### Records for this task
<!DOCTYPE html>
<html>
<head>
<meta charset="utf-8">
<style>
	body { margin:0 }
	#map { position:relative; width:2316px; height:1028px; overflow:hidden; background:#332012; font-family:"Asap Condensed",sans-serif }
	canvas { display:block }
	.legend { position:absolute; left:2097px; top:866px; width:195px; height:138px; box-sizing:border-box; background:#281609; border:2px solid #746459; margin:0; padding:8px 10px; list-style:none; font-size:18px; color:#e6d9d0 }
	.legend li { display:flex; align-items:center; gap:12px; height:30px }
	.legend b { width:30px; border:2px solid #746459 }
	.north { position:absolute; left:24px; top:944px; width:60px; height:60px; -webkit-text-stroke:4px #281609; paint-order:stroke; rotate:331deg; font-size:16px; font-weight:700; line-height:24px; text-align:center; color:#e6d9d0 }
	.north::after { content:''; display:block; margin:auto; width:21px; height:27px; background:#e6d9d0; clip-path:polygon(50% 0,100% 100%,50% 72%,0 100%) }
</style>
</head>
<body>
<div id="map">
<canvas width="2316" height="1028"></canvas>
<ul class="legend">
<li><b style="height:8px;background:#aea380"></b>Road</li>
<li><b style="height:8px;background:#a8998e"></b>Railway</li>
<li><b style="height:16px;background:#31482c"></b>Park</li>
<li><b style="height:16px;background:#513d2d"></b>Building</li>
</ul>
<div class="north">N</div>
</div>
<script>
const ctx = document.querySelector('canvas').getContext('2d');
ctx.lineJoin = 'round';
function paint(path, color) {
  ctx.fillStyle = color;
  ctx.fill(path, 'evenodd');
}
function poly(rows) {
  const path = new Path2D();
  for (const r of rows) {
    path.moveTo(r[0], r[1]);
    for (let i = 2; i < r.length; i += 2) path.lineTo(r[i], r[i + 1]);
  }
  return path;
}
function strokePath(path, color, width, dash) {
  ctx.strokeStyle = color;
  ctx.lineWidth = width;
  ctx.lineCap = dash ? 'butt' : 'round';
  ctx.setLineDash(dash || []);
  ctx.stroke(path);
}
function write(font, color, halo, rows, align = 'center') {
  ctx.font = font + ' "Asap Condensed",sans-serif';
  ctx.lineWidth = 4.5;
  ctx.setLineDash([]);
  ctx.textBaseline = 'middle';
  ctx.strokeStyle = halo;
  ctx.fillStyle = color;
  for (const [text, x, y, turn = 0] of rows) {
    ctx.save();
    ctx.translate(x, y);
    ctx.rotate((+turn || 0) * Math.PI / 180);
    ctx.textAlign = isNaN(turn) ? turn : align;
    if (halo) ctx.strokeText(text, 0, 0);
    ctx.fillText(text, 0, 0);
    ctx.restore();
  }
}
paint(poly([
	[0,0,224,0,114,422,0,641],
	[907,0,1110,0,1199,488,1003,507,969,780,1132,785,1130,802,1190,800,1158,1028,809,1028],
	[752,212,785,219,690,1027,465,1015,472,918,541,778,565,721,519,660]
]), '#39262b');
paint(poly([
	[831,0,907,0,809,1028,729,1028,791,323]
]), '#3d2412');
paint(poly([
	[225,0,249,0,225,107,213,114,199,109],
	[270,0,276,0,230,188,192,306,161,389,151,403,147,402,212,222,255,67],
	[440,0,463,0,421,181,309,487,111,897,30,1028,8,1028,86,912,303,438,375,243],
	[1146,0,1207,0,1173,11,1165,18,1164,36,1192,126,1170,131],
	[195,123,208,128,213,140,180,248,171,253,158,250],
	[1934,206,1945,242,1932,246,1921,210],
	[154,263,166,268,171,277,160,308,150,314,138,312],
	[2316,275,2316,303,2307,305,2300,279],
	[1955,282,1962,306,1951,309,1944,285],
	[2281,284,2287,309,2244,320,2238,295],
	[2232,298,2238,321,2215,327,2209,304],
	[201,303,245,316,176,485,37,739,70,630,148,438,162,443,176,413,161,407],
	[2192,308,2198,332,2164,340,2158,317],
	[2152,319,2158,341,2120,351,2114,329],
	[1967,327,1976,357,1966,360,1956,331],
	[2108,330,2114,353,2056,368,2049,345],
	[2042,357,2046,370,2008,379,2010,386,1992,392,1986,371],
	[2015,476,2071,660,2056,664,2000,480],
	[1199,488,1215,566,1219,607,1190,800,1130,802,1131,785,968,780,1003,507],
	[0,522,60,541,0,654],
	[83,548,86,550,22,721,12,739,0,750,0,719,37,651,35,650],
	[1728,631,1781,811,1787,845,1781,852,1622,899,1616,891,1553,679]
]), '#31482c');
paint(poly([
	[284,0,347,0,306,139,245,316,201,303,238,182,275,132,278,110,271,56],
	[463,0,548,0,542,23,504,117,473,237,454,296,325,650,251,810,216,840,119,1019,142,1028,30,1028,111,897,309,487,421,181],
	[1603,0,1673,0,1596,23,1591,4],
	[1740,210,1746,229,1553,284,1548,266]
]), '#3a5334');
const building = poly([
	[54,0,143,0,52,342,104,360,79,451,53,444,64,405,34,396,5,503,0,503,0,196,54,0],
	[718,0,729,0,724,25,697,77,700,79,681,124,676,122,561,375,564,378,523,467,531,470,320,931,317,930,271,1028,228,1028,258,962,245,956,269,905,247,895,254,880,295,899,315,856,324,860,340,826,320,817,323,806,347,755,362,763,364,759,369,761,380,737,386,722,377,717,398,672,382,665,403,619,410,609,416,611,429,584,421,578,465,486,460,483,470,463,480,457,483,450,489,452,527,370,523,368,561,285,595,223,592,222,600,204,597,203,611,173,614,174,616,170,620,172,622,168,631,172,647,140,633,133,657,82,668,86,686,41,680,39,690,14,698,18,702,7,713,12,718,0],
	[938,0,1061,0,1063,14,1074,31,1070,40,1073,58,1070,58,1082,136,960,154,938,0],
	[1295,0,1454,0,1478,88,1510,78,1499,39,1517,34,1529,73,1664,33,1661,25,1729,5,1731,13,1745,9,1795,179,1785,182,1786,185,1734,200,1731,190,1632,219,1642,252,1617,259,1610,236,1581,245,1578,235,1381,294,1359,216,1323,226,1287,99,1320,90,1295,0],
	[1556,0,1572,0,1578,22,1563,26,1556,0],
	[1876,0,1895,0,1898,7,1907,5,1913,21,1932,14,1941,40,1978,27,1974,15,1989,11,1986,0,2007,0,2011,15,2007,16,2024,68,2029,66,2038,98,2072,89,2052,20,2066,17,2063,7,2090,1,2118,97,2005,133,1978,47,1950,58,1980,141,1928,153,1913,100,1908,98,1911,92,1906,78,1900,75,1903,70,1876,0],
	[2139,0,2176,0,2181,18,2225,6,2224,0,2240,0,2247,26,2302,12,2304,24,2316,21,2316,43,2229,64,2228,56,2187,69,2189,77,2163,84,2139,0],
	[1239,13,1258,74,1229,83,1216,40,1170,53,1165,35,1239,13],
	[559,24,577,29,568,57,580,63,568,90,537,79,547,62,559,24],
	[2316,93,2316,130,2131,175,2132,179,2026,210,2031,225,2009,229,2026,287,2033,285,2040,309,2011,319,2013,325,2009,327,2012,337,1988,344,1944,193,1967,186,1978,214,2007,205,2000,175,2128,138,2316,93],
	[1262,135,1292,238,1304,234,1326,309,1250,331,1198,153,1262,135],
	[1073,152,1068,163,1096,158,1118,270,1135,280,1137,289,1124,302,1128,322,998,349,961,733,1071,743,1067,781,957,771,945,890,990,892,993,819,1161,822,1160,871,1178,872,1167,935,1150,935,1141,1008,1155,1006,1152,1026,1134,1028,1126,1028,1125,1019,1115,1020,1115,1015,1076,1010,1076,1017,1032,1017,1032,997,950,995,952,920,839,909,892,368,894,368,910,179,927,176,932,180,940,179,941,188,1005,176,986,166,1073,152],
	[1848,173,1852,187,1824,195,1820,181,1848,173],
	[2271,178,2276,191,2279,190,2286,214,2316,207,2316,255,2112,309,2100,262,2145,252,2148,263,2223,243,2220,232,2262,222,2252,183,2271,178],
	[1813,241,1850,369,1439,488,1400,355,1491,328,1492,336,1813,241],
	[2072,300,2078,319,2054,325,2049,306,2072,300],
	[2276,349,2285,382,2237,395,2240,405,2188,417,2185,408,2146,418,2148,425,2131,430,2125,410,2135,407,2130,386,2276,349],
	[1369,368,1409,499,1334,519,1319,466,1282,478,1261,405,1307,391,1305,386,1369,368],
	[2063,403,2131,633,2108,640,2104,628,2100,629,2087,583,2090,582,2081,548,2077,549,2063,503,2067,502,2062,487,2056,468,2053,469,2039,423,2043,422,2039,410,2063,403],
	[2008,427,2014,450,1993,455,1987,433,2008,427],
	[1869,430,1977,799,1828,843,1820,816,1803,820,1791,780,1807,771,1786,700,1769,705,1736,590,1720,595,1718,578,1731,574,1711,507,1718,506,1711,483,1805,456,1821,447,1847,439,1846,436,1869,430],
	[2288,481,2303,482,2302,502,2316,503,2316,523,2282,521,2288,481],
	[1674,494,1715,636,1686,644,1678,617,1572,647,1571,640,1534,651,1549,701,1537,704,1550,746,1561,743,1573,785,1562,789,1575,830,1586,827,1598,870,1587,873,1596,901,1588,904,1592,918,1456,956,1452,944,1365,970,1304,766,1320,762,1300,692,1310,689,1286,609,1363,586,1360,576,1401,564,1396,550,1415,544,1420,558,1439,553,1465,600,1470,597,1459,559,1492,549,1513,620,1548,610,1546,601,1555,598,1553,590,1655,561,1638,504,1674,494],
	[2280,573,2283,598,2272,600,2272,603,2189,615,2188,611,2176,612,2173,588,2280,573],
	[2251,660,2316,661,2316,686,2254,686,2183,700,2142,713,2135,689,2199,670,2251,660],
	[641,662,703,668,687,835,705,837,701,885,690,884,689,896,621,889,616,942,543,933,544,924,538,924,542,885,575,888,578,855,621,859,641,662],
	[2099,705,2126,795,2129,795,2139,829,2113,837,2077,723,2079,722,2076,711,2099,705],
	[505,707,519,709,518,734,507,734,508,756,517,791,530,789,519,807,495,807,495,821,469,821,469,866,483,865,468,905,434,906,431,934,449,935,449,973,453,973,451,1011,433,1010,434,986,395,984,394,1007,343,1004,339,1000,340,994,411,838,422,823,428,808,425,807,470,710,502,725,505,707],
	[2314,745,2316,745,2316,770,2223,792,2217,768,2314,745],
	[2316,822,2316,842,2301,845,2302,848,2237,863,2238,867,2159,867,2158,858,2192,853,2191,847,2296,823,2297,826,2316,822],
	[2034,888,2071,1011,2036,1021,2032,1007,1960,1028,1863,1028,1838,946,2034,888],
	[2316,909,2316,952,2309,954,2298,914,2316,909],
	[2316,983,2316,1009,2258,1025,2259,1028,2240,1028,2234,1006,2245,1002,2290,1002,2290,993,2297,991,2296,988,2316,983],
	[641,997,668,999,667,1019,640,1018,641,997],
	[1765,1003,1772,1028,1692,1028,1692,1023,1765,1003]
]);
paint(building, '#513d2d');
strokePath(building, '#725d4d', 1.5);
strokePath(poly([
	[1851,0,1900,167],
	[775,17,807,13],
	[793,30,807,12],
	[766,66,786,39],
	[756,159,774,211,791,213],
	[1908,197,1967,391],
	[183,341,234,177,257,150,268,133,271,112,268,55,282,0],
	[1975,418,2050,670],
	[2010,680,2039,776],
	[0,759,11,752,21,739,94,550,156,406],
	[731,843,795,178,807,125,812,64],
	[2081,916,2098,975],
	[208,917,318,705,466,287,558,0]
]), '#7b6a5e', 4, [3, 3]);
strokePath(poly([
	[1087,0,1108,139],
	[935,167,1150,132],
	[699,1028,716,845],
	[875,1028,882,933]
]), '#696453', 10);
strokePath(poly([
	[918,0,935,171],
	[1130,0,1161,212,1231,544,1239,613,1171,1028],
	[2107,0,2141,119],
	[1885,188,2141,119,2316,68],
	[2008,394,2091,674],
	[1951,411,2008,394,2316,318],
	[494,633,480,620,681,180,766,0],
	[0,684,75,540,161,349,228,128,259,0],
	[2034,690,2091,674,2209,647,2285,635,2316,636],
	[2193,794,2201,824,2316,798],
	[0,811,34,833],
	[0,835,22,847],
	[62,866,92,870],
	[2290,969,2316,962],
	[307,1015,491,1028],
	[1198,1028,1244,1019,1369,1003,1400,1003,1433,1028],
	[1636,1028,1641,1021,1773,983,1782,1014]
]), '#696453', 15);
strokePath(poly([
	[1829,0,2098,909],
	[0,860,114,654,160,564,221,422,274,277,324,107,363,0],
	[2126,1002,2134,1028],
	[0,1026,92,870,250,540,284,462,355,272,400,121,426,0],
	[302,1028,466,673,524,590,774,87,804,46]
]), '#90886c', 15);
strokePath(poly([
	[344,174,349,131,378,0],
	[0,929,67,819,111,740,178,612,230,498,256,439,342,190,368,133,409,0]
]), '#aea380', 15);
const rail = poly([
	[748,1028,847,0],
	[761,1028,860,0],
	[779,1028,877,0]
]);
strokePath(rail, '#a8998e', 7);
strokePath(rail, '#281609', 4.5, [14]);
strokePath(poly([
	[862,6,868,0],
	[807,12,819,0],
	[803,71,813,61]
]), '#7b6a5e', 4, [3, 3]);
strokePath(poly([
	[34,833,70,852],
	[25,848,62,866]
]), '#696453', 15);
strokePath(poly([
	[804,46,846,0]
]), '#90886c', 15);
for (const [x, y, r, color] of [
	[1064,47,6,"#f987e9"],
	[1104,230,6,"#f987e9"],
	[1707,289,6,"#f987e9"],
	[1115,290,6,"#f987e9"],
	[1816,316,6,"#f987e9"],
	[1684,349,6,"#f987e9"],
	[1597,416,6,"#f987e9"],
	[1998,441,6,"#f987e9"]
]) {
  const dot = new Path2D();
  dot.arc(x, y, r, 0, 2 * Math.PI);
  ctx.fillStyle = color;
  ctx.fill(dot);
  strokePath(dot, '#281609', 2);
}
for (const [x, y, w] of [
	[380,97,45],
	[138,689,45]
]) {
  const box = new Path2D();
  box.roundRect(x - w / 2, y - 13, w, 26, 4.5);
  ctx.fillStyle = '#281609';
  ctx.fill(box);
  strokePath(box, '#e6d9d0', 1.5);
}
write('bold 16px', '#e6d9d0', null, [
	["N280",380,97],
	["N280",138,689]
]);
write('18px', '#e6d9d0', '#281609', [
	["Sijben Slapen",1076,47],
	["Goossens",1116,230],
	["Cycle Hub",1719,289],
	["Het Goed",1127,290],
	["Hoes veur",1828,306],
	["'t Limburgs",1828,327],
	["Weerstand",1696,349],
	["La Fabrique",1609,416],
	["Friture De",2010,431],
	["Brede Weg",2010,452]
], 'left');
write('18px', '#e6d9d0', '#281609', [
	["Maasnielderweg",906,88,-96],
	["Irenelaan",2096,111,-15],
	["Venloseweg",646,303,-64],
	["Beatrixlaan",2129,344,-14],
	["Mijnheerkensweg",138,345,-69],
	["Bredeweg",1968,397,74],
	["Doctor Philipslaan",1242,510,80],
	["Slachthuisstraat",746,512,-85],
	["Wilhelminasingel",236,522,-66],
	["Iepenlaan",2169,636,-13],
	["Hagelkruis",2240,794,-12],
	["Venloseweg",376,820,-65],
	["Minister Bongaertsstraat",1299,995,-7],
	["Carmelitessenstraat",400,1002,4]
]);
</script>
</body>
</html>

### Try it
Find and copy each line of the material that holds the word "rows".

### Result for this task
function poly(rows) {
  for (const r of rows) {
function write(font, color, halo, rows, align = 'center') {
  for (const [text, x, y, turn = 0] of rows) {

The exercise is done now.